To detect altered transcription of muscle genes we probed samples of muscle RNA obtained before and after a bout of strenuous exercise, involving both ‘concentric’ and ‘eccentric’ exercise, with the Affymetrix Human MuscleChip microarray. The Tayside Ethics Committee approved the study. We studied three healthy young men (21.3 ± 0.6 years, BMI 24.3 ± 1.15, means ± S.E.M.) over 24 h. The subjects, carrying 25 % body wt, stepped up with one leg onto a knee-high box and stepped down with the other at ~1 step s-1, for 6 min, then twice for 3 min with 2 min rests between. Quadriceps biopsies were taken (using 1 % lignocaine anaesthesia) by the conchotrome technique, before and 3-24 h after exercise. Subjects were given 42 g glucose and 15 g of essential amino acids orally over the 2 h preceding each biopsy. Homogenized muscle was treated with Trizol LS to isolate total RNA. Labelling of the RNA and hybridization to the Human MuscleChip were carried out by established procedures. About 70 genes showed robustly identifiable marked changes in response to the exercise stimuli, often with differential responses with time or mode of contraction.
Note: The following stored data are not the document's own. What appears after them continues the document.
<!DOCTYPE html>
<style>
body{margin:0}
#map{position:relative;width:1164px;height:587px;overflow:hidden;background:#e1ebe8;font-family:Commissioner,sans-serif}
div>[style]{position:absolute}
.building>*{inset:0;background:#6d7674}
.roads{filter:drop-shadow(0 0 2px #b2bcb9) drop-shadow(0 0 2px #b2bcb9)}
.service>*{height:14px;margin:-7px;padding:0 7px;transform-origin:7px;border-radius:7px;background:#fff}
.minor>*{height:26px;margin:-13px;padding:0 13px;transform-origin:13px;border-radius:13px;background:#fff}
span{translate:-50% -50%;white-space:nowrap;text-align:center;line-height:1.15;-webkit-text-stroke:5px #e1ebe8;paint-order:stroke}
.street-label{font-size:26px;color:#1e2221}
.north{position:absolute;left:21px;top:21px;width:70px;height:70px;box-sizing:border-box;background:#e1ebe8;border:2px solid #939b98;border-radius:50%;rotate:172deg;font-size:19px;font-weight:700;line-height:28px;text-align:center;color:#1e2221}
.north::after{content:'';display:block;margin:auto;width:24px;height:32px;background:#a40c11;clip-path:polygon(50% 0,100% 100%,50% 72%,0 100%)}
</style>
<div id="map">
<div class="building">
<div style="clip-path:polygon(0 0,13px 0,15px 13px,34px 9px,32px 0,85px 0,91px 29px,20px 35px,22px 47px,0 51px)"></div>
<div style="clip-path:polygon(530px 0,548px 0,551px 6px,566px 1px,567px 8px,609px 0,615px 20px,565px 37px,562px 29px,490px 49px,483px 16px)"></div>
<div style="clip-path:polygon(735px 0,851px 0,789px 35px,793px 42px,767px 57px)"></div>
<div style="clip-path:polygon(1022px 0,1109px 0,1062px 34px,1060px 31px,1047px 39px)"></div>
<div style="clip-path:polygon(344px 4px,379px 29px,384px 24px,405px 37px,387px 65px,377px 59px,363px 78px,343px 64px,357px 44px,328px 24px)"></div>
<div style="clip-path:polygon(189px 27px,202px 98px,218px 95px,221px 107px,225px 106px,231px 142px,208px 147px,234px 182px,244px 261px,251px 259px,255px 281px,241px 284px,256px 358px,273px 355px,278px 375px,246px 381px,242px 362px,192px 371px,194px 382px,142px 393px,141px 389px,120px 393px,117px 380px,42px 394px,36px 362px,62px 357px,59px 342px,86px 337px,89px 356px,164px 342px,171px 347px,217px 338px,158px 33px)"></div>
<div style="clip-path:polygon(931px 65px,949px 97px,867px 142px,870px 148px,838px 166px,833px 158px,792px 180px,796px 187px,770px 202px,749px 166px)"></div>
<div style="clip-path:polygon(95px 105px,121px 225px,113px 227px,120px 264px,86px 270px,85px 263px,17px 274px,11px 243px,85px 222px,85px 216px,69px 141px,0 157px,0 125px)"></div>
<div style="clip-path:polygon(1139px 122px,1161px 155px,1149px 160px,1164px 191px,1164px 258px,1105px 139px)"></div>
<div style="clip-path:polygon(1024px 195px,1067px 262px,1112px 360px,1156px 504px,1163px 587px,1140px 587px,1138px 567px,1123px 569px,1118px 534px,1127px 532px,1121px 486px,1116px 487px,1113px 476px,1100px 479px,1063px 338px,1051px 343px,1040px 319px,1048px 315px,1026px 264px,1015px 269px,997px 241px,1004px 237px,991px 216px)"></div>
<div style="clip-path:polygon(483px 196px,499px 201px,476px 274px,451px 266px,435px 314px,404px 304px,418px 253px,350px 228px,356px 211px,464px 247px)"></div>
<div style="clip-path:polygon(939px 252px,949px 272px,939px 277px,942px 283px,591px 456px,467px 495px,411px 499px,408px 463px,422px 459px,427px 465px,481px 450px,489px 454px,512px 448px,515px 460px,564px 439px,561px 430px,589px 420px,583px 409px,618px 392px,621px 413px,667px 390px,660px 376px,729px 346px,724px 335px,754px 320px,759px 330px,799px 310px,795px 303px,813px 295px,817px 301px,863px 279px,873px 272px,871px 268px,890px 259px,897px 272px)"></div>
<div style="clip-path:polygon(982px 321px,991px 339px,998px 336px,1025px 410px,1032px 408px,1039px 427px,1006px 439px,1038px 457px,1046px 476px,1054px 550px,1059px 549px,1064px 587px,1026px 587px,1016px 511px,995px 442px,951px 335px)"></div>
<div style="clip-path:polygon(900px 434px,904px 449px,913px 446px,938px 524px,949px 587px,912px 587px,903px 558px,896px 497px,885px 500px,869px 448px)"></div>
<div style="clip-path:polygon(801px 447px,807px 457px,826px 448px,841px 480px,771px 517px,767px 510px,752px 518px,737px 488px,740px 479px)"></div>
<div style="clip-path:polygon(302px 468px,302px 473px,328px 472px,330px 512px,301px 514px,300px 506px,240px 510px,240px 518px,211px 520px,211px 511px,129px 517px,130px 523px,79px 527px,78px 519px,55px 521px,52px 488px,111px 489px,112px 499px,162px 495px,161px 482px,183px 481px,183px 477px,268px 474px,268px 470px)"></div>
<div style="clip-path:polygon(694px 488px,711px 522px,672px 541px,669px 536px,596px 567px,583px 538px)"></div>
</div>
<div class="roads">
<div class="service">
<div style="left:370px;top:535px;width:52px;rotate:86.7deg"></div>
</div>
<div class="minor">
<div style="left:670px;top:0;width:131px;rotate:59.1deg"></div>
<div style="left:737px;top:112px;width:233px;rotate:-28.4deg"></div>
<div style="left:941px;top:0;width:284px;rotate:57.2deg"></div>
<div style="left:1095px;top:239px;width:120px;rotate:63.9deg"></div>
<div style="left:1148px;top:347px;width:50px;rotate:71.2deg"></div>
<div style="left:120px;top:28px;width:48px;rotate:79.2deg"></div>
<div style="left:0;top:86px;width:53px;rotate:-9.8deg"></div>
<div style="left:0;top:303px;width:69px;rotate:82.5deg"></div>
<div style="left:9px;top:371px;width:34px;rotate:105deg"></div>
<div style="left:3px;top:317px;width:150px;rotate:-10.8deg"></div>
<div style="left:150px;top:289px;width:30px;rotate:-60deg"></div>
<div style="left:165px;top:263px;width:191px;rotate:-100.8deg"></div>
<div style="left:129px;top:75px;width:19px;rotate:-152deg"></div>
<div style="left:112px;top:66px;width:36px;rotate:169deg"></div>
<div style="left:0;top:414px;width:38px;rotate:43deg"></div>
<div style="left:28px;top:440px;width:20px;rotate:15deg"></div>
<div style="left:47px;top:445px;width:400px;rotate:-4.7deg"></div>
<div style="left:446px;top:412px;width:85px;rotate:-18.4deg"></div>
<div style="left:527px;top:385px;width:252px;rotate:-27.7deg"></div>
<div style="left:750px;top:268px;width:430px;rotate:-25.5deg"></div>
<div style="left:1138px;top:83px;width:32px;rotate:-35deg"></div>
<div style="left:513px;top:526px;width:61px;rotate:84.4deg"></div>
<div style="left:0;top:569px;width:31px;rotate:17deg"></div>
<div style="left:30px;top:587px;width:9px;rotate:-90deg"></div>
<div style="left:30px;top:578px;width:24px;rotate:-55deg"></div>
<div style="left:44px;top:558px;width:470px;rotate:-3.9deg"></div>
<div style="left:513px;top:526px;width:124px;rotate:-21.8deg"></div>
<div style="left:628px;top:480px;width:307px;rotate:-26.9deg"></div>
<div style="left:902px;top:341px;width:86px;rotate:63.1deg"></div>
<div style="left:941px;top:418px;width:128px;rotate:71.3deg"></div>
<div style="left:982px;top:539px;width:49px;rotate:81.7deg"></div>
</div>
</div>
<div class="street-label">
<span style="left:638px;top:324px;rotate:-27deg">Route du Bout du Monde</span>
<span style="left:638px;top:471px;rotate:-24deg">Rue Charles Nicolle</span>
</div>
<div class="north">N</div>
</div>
Among the most striking changes (Table 1) were those for genes associated with muscle growth and fibre-type transitions and initiation of protein synthesis (e.g. Muscle Lim Protein (MLP), and BCL2, eIF4-γ), control of cell cycle activity (e.g. the G0S1 protein) or with eccentric exercise cell damage (27 kDa Heat Shock Protein).
The results should provide clues as to the early events involved in controlling the adaptive changes in human muscle after altered states of physical activity.
This work was supported by the UK Medical Research Council.